>>>>>

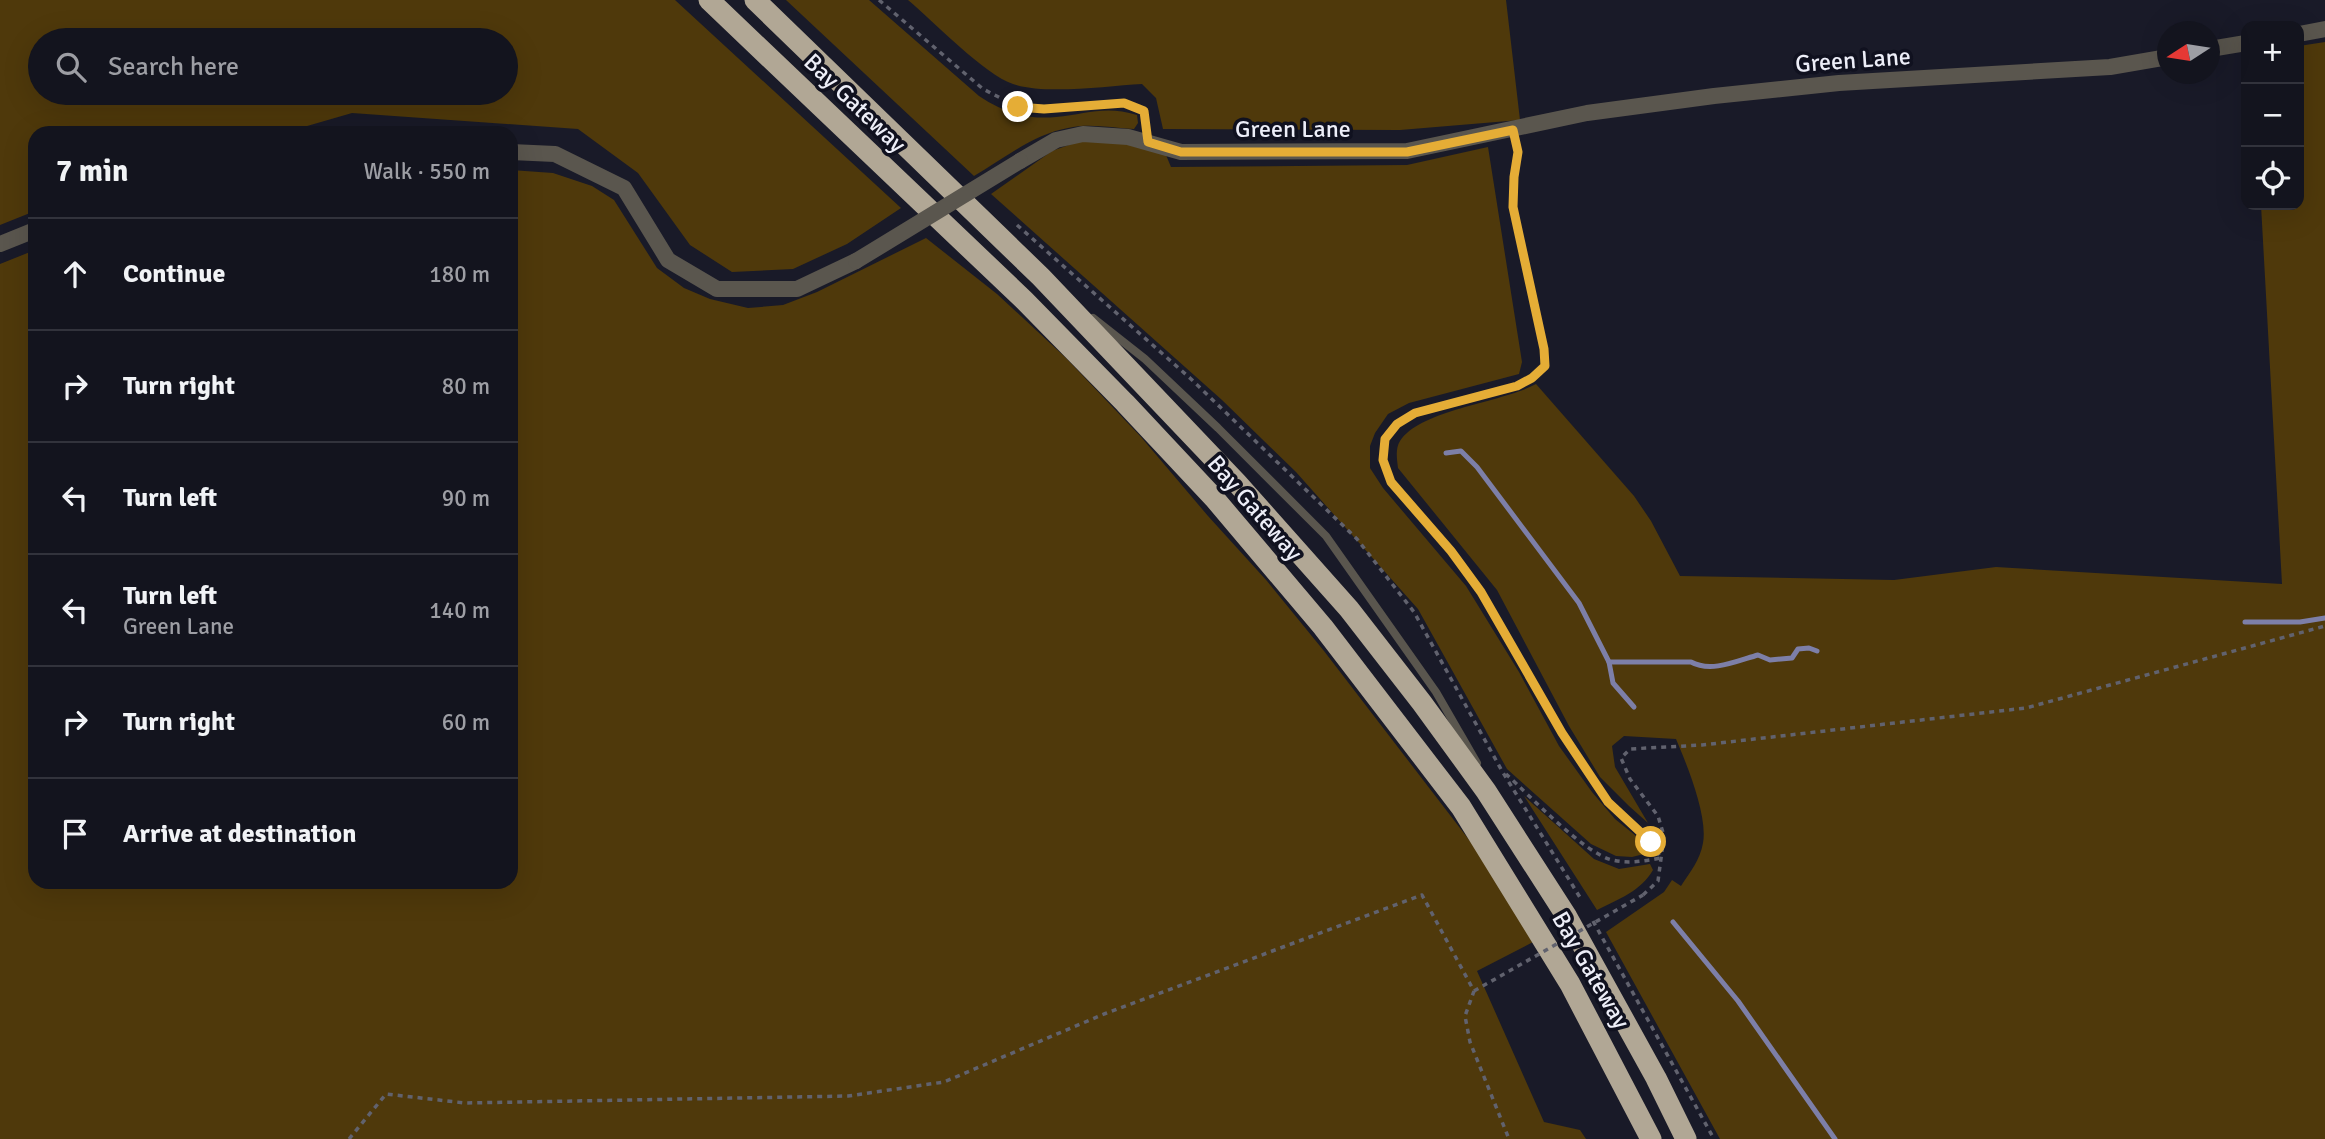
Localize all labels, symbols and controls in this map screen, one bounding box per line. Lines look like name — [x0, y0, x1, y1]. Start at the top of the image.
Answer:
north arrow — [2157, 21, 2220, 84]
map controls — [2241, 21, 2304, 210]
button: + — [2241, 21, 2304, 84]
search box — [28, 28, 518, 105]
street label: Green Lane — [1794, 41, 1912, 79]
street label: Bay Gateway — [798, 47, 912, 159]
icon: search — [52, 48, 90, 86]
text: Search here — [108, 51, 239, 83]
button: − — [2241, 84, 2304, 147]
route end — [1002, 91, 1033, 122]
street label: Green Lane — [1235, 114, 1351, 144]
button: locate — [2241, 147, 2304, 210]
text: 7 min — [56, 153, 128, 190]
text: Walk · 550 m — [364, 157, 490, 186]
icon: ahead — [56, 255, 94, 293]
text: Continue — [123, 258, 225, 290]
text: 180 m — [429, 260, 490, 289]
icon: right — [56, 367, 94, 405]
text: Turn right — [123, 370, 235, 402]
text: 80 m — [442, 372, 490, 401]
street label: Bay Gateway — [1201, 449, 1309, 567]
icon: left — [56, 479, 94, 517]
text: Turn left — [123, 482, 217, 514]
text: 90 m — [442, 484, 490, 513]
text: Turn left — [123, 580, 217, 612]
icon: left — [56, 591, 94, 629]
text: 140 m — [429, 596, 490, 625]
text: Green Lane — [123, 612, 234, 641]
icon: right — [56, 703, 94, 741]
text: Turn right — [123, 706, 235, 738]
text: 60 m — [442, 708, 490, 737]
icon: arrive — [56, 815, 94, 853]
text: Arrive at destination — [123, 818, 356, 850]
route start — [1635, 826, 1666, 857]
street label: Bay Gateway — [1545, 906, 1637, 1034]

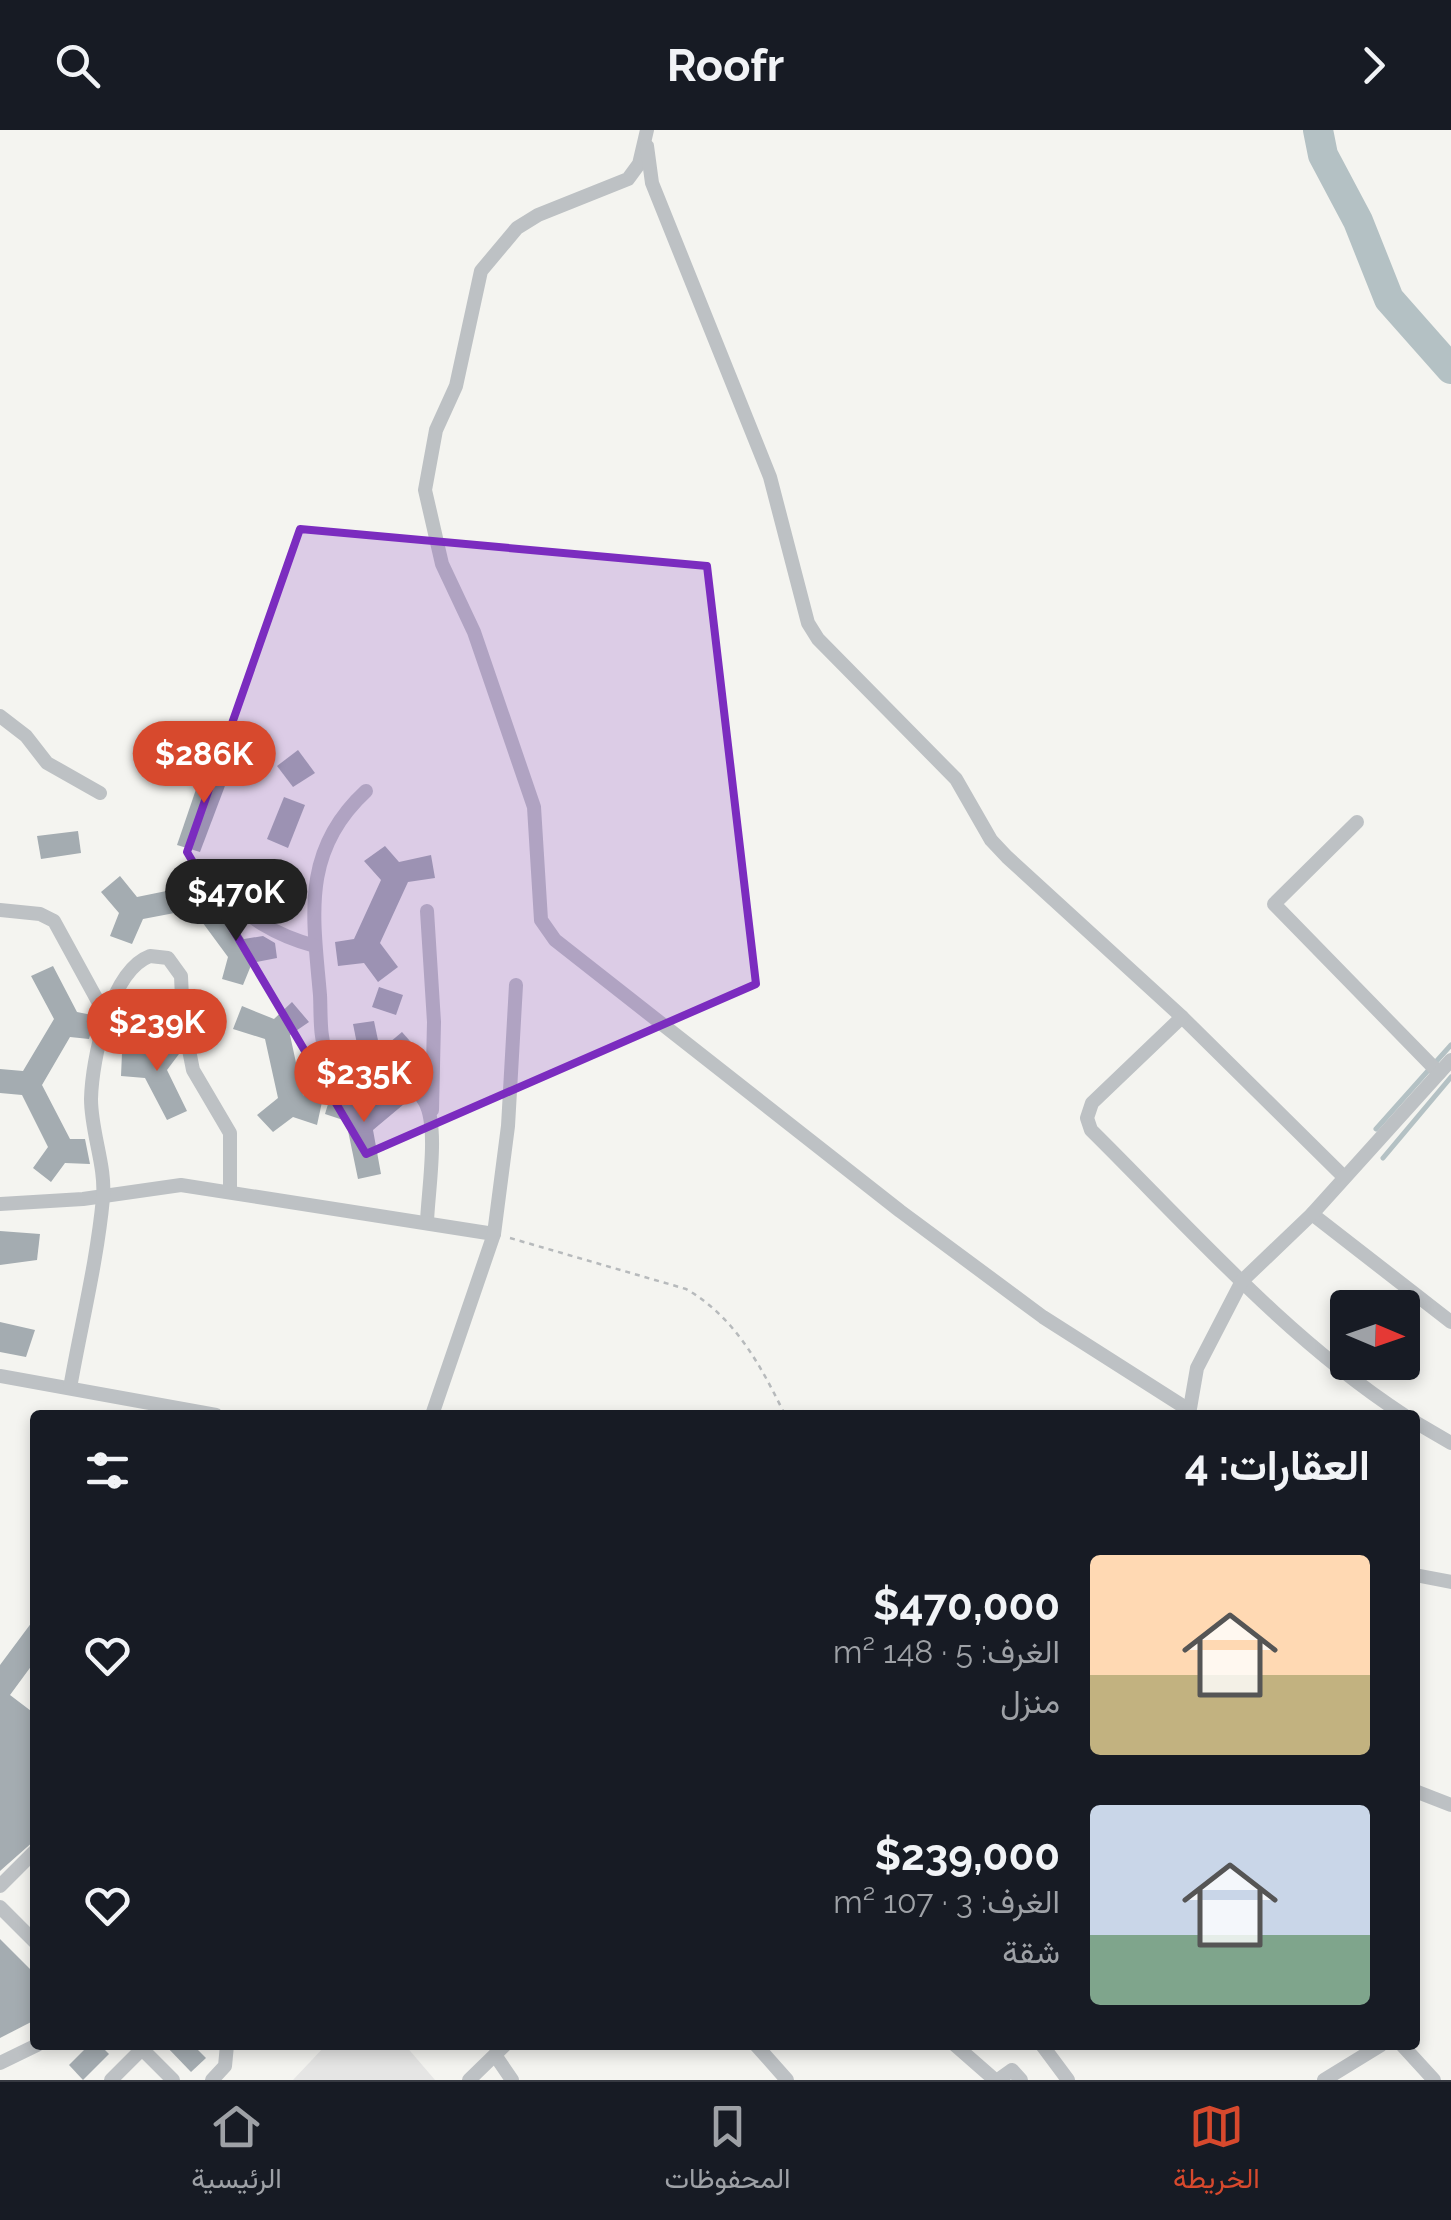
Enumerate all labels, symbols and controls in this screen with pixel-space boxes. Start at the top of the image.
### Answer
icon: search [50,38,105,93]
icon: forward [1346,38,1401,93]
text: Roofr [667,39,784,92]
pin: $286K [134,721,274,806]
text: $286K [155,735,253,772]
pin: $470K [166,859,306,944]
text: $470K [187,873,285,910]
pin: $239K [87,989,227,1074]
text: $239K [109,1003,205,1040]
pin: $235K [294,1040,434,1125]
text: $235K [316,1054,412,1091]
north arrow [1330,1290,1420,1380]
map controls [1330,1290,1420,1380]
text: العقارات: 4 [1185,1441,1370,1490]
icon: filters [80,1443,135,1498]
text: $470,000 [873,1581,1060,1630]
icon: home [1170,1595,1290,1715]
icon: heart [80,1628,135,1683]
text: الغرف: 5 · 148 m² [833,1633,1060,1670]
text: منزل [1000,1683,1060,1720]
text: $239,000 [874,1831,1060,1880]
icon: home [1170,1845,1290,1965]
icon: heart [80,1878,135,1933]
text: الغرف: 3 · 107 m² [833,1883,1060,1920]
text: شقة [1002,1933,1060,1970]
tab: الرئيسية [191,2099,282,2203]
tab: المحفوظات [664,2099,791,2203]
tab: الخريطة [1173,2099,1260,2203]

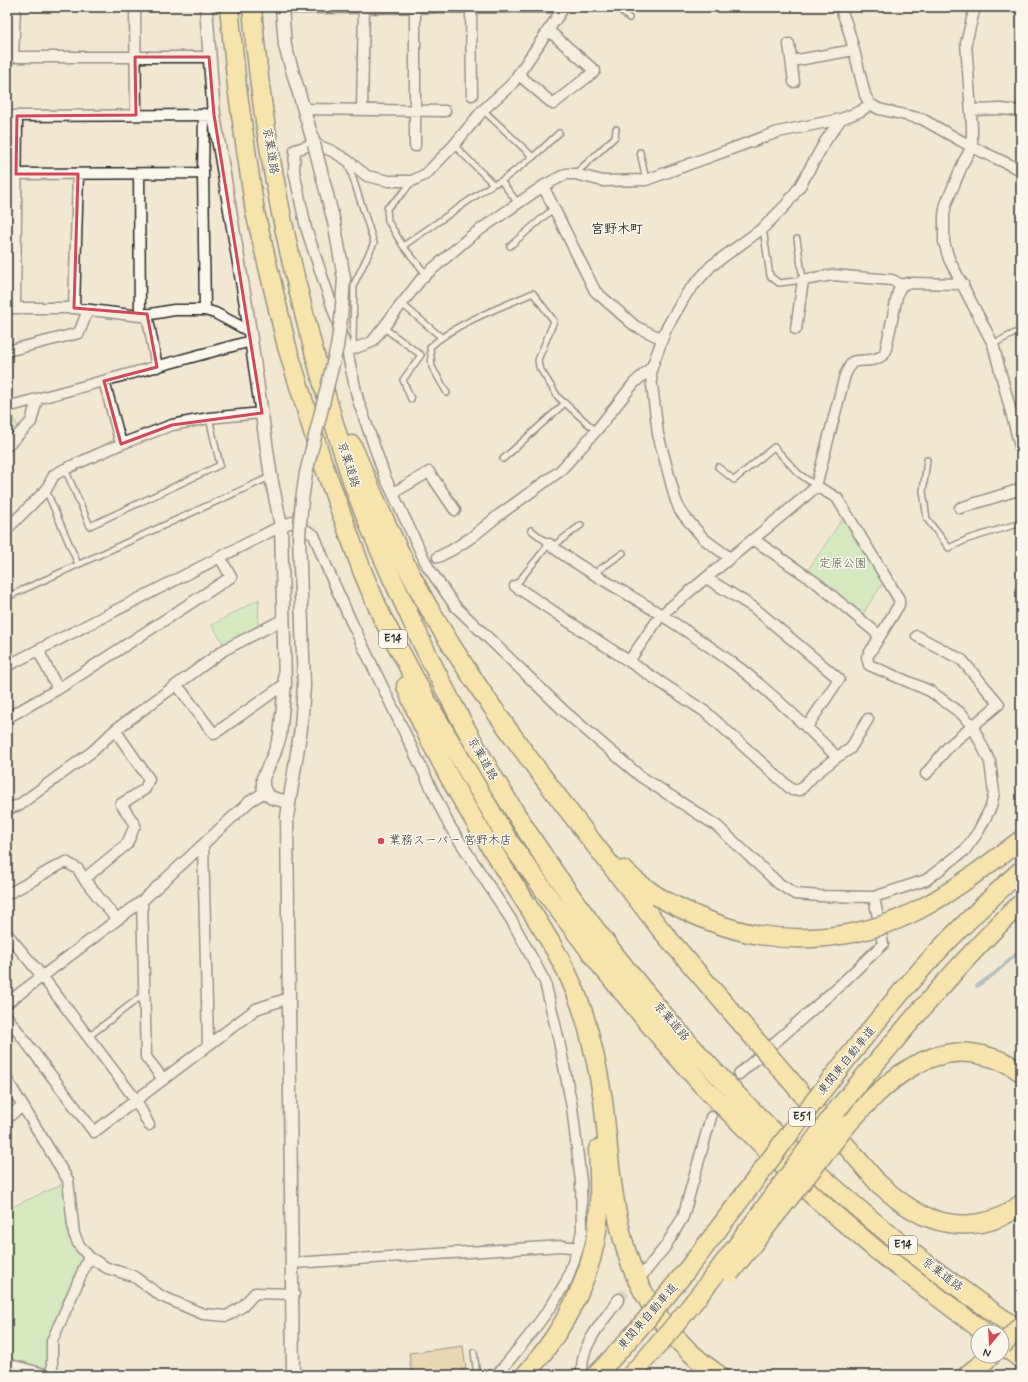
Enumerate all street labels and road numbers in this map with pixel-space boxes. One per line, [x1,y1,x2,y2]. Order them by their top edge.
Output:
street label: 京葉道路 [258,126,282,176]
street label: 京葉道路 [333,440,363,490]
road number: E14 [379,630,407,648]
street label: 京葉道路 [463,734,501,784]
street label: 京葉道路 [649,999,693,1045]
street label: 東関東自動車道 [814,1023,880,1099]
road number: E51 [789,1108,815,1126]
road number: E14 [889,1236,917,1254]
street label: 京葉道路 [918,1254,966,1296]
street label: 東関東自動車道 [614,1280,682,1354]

<<<<<

WHAT YOU WILL DO
Would you please write out the entries in full, exactly as they read, but without pictures?

YOUR SOLUTION
Localize all labels, symbols and controls in this map screen, one bounding box per line. Lines look like name — [x0, y0, x1, y1]. Start at the top of the image.
Answer:
north arrow — [2157, 21, 2220, 84]
map controls — [2241, 21, 2304, 210]
button: + — [2241, 21, 2304, 84]
search box — [28, 28, 518, 105]
street label: Green Lane — [1794, 41, 1912, 79]
street label: Bay Gateway — [798, 47, 912, 159]
icon: search — [52, 48, 90, 86]
text: Search here — [108, 51, 239, 83]
button: − — [2241, 84, 2304, 147]
route end — [1002, 91, 1033, 122]
street label: Green Lane — [1235, 114, 1351, 144]
button: locate — [2241, 147, 2304, 210]
text: 7 min — [56, 153, 128, 190]
text: Walk · 550 m — [364, 157, 490, 186]
icon: ahead — [56, 255, 94, 293]
text: Continue — [123, 258, 225, 290]
text: 180 m — [429, 260, 490, 289]
icon: right — [56, 367, 94, 405]
text: Turn right — [123, 370, 235, 402]
text: 80 m — [442, 372, 490, 401]
street label: Bay Gateway — [1201, 449, 1309, 567]
icon: left — [56, 479, 94, 517]
text: Turn left — [123, 482, 217, 514]
text: 90 m — [442, 484, 490, 513]
text: Turn left — [123, 580, 217, 612]
icon: left — [56, 591, 94, 629]
text: 140 m — [429, 596, 490, 625]
text: Green Lane — [123, 612, 234, 641]
icon: right — [56, 703, 94, 741]
text: Turn right — [123, 706, 235, 738]
text: 60 m — [442, 708, 490, 737]
icon: arrive — [56, 815, 94, 853]
text: Arrive at destination — [123, 818, 356, 850]
route start — [1635, 826, 1666, 857]
street label: Bay Gateway — [1545, 906, 1637, 1034]

Enumerate all labels, symbols and controls in this screen with pixel-space boxes. Start at the top of the image.
### Answer
icon: search [50,38,105,93]
icon: forward [1346,38,1401,93]
text: Roofr [667,39,784,92]
pin: $286K [134,721,274,806]
text: $286K [155,735,253,772]
pin: $470K [166,859,306,944]
text: $470K [187,873,285,910]
pin: $239K [87,989,227,1074]
text: $239K [109,1003,205,1040]
pin: $235K [294,1040,434,1125]
text: $235K [316,1054,412,1091]
north arrow [1330,1290,1420,1380]
map controls [1330,1290,1420,1380]
text: العقارات: 4 [1185,1441,1370,1490]
icon: filters [80,1443,135,1498]
text: $470,000 [873,1581,1060,1630]
icon: home [1170,1595,1290,1715]
icon: heart [80,1628,135,1683]
text: الغرف: 5 · 148 m² [833,1633,1060,1670]
text: منزل [1000,1683,1060,1720]
text: $239,000 [874,1831,1060,1880]
icon: home [1170,1845,1290,1965]
icon: heart [80,1878,135,1933]
text: الغرف: 3 · 107 m² [833,1883,1060,1920]
text: شقة [1002,1933,1060,1970]
tab: الرئيسية [191,2099,282,2203]
tab: المحفوظات [664,2099,791,2203]
tab: الخريطة [1173,2099,1260,2203]

Enumerate all street labels and road numbers in this map with pixel-space boxes. One per line, [x1,y1,x2,y2]. Order them by their top edge.
Output:
street label: 京葉道路 [258,126,282,176]
street label: 京葉道路 [333,440,363,490]
road number: E14 [379,630,407,648]
street label: 京葉道路 [463,734,501,784]
street label: 京葉道路 [649,999,693,1045]
street label: 東関東自動車道 [814,1023,880,1099]
road number: E51 [789,1108,815,1126]
road number: E14 [889,1236,917,1254]
street label: 京葉道路 [918,1254,966,1296]
street label: 東関東自動車道 [614,1280,682,1354]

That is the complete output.